* **RECORDS SUPPLIED**:
╔══
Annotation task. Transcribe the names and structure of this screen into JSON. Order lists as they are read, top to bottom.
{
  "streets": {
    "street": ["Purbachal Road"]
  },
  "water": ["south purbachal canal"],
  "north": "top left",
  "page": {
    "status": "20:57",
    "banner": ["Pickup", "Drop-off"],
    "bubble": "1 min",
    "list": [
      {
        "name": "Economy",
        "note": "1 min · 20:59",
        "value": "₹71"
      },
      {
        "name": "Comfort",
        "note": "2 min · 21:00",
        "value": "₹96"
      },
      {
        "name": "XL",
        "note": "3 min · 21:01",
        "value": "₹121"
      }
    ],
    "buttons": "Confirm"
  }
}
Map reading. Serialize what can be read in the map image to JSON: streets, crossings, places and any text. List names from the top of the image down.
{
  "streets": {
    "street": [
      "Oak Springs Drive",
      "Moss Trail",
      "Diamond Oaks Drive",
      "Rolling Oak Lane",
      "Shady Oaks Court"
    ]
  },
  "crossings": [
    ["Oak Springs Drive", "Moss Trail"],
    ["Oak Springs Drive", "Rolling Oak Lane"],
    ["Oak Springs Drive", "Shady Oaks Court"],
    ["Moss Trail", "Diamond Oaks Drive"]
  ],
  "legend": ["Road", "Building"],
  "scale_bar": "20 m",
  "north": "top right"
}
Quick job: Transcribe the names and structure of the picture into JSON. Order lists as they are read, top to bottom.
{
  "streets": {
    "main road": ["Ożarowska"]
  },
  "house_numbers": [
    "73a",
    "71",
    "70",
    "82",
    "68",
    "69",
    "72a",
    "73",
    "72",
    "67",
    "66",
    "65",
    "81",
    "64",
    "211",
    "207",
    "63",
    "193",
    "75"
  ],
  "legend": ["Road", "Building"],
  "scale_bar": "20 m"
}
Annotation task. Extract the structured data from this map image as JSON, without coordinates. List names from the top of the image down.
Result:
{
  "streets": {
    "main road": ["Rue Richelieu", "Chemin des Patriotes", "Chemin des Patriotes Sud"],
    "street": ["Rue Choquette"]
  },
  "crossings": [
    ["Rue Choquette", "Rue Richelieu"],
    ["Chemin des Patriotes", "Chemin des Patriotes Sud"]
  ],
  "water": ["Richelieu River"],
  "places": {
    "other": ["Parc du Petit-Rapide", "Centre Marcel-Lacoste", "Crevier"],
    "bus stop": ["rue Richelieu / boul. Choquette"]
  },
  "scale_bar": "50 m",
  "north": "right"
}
╚══
* **EXERCISE REQUIREMENTS**:
Write out the records exactly, starting at the first line and stopping after the line that contains "Annotation task. Extract".

* **WRITTEN RESPONSE**:
Annotation task. Transcribe the names and structure of this screen into JSON. Order lists as they are read, top to bottom.
{
  "streets": {
    "street": ["Purbachal Road"]
  },
  "water": ["south purbachal canal"],
  "north": "top left",
  "page": {
    "status": "20:57",
    "banner": ["Pickup", "Drop-off"],
    "bubble": "1 min",
    "list": [
      {
        "name": "Economy",
        "note": "1 min · 20:59",
        "value": "₹71"
      },
      {
        "name": "Comfort",
        "note": "2 min · 21:00",
        "value": "₹96"
      },
      {
        "name": "XL",
        "note": "3 min · 21:01",
        "value": "₹121"
      }
    ],
    "buttons": "Confirm"
  }
}
Map reading. Serialize what can be read in the map image to JSON: streets, crossings, places and any text. List names from the top of the image down.
{
  "streets": {
    "street": [
      "Oak Springs Drive",
      "Moss Trail",
      "Diamond Oaks Drive",
      "Rolling Oak Lane",
      "Shady Oaks Court"
    ]
  },
  "crossings": [
    ["Oak Springs Drive", "Moss Trail"],
    ["Oak Springs Drive", "Rolling Oak Lane"],
    ["Oak Springs Drive", "Shady Oaks Court"],
    ["Moss Trail", "Diamond Oaks Drive"]
  ],
  "legend": ["Road", "Building"],
  "scale_bar": "20 m",
  "north": "top right"
}
Quick job: Transcribe the names and structure of the picture into JSON. Order lists as they are read, top to bottom.
{
  "streets": {
    "main road": ["Ożarowska"]
  },
  "house_numbers": [
    "73a",
    "71",
    "70",
    "82",
    "68",
    "69",
    "72a",
    "73",
    "72",
    "67",
    "66",
    "65",
    "81",
    "64",
    "211",
    "207",
    "63",
    "193",
    "75"
  ],
  "legend": ["Road", "Building"],
  "scale_bar": "20 m"
}
Annotation task. Extract the structured data from this map image as JSON, without coordinates. List names from the top of the image down.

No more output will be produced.